I’m laughing.
“Don’t be a wanker,” she swears.
“I’m not. I’m not trying to be. Listen, Jana, she is younger than you yes, and you are both very beautiful, strong women. But you are nothing alike. So don’t think that she is the same version of you. She isn’t. She is who she is, and you are who you are. And you are happy, aren’t you? Are you not still with William?”
“I am. And we’re happy.”
“So, what does it matter about us?”
Silence falls over the line.
“Claudio,” she says after a beat. “I don’t want to lose my son.”
“You won’t lose your son,” I say tiredly. “He will always be your son. That will never, ever change. But…please. You saw how happy he was when he saw you. He loves and misses you. You need to be here more. Call him more. Be more involved in his life. Being a mother doesn’t mean you get all the privileges for doing none of the work. You still have to work at being in his life. It’s not fair to anyone otherwise, especially not him. You love him; show him that by being there.”
She lets out a huff of air. “You know, you’re right.”
“I know I am.”
“I should do more…no excuses.”
“Good. Because he needs you, and I need you to be his mother.”
“But, eventually, he’ll want to be with Grace.”
“You will always be his mother,” I tell her sternly. “And Grace, she will one day be my wife. But we can all make this work together.”
“You’re going to marry her,” she says, more of a statement than a question.
“I will. When the time is right, and when she’s moved in, and the dust has settled. Yes. I’m going to ask her to marry me. Jana, I want to spend the rest of my life with her.”
“Oh bloody hell. That makes me a matchmaker, doesn’t it?”
“Did you send her here hoping she would meet me?”
“Hell no.”
“Then you can’t claim that. But if it weren’t for you taking an interest in her talent and her writing and the state of her mind, then no, perhaps we wouldn’t have met.” I wait a beat. “Speaking of, you know you really need to talk to her and apologize.”
“I know.”
“I mean it. She has been worried sick these last couple of days, thinking you’re going to drop her as a client.”
“Oh, come now. I’m not going to drop her as a client. She’s gold.”
“She is gold. But she doesn’t always know that. Or she chooses not to believe it.”

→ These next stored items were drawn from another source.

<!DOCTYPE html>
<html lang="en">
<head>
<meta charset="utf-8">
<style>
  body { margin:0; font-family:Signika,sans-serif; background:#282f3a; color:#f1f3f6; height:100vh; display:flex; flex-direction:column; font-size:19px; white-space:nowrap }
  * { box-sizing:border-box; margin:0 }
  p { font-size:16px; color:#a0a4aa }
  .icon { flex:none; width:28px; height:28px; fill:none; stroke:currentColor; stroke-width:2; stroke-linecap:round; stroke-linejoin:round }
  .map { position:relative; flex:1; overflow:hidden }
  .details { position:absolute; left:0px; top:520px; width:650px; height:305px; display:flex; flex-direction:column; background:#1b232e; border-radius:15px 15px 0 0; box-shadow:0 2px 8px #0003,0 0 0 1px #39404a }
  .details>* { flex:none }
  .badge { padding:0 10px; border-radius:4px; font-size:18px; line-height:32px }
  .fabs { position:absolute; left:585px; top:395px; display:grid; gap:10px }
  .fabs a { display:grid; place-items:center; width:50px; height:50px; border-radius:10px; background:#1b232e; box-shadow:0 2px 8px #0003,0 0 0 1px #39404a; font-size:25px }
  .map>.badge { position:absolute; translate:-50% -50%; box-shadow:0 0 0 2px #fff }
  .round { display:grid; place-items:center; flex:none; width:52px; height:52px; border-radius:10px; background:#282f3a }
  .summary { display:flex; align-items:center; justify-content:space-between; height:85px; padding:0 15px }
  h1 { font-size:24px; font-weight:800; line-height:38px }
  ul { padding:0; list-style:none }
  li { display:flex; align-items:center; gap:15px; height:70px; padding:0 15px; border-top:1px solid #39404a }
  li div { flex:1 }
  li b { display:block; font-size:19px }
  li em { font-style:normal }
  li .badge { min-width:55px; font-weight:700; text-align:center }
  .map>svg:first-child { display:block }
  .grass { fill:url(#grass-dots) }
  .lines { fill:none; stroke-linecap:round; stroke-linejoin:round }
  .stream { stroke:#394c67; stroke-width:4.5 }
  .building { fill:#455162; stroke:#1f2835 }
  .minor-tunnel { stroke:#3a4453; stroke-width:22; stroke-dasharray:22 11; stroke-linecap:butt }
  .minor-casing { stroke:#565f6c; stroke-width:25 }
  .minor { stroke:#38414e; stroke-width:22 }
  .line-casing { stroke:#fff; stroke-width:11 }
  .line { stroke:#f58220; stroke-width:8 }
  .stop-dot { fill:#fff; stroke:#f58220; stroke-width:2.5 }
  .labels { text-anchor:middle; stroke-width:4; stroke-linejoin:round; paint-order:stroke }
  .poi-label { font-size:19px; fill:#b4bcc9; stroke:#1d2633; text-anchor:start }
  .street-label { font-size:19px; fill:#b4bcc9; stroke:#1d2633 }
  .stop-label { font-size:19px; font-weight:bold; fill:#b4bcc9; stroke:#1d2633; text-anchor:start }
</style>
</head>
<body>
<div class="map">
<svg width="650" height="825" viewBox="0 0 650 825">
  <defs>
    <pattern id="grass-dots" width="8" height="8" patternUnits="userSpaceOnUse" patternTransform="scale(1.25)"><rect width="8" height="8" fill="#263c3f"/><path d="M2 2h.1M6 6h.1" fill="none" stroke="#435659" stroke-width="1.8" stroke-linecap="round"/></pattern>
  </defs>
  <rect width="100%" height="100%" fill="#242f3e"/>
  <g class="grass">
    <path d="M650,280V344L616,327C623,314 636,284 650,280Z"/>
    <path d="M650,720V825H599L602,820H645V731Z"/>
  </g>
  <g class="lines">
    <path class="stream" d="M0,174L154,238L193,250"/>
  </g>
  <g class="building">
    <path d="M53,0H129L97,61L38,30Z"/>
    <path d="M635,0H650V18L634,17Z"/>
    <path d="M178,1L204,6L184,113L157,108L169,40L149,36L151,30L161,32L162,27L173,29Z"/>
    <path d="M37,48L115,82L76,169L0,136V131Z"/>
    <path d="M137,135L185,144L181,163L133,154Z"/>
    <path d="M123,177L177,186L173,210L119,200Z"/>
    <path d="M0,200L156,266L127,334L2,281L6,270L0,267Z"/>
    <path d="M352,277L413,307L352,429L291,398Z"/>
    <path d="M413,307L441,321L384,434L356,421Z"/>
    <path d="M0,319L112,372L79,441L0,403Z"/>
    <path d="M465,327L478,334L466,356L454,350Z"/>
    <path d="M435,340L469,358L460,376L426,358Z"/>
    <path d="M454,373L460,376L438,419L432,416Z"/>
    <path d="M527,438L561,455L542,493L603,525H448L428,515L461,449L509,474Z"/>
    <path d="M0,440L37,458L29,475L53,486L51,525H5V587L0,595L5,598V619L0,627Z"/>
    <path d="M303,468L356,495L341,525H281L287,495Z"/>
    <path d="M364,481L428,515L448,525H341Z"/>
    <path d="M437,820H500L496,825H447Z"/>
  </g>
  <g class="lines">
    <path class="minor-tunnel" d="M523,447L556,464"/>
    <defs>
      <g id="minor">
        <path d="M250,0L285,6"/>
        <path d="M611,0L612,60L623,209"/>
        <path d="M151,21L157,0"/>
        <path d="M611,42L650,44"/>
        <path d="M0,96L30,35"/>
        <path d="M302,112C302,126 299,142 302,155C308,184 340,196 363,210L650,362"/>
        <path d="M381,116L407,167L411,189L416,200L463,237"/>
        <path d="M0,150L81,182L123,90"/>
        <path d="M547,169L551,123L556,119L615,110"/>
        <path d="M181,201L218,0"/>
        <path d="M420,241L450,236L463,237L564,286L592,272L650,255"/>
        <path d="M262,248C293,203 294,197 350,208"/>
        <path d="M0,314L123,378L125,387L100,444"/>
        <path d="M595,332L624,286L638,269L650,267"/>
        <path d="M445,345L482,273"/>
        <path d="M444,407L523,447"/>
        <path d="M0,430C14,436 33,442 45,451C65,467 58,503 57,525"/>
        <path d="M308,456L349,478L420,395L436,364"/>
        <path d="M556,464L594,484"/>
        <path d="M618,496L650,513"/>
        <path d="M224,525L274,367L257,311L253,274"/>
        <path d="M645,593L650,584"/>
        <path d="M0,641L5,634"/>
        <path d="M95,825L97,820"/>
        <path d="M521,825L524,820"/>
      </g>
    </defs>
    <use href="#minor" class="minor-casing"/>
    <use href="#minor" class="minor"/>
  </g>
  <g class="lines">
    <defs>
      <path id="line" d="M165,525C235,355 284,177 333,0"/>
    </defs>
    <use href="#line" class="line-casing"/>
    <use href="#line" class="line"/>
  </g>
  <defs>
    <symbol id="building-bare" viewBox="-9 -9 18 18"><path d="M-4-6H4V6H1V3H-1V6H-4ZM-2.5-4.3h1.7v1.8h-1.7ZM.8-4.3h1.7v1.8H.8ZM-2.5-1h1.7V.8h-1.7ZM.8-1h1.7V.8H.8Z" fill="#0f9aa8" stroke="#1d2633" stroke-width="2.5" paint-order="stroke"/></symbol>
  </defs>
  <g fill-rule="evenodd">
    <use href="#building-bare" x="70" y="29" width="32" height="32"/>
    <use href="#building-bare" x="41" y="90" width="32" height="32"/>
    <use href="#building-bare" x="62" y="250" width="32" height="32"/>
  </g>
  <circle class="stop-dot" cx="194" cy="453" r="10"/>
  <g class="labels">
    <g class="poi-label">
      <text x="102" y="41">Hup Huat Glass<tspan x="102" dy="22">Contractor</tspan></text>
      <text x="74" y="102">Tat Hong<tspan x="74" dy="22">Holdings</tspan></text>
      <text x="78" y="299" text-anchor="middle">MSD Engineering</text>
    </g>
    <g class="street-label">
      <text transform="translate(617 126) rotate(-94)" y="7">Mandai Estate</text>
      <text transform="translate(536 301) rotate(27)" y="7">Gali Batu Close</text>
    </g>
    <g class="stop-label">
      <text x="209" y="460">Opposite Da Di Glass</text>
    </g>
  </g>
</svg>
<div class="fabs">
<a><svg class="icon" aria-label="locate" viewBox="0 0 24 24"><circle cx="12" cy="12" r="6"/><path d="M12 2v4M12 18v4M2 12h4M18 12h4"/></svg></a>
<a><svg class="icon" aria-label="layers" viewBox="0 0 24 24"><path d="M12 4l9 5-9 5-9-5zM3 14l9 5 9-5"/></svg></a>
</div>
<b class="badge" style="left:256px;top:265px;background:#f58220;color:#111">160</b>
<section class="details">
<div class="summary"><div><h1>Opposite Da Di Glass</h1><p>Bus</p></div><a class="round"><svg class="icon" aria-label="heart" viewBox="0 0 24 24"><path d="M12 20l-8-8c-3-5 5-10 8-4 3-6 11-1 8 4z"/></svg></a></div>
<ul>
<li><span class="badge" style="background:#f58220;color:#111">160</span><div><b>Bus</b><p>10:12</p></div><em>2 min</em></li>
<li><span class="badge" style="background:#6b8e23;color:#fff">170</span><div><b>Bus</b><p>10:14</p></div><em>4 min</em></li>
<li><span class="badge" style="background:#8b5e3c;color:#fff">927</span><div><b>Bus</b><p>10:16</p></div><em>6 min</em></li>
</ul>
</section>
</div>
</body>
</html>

“Writers,” she mutters under her breath.
“You can say that again.”
“So I suppose we have more than Vanni in common now,” she muses.
I grin into the phone. “That we do. And I know we both care a lot about her. So please, call her and talk to her and let her know that everything is going to be okay.”
“I will call her tonight. How about that?”
“Good.”
“Claudio,” she says.
“Yes?”
“Make sure she finishes that book, okay? I really think it’s going to change her life.”
“I hope so,” I tell her. “Because she’s already changed mine.”
Later that night, Grace gets the phone call from Jana. She goes into her office chapel for almost an hour, and when she returns, she’s looking relieved. She heads straight to the bar and I mix her up a Negroni. We take the drinks to the patio and watch the sun set. In the distance, Emilio is inspecting the lemon trees, filling his basket full. We will soon have lemons for days.
“So how was it?” I ask Grace.
She gives me a wide, breathtaking grin. “Good. Really good.”
I take a sip of my drink and wait for her to go on, delighting in how beautiful she looks and how good she must feel.
“I read some of the book to her on the phone, then I emailed the rest. She’s going to read it this week to give me feedback on it, plus I’m going to send some to that author friend I told you about, Kat Manning? I’m going to see if she’ll be a critique partner. Obviously Robyn was mine before, but now I need someone else.”
“That’s a great idea,” I say encouragingly.
She nods, has some of her drink. “Aye. And Jana said that she has a good feeling about it. She’s going to contact the editor today and tell her that the genre changed but that we can still sell it as women’s fiction, if needed. Just because it’s women’s fiction, doesn’t mean it has to have a miserable ending.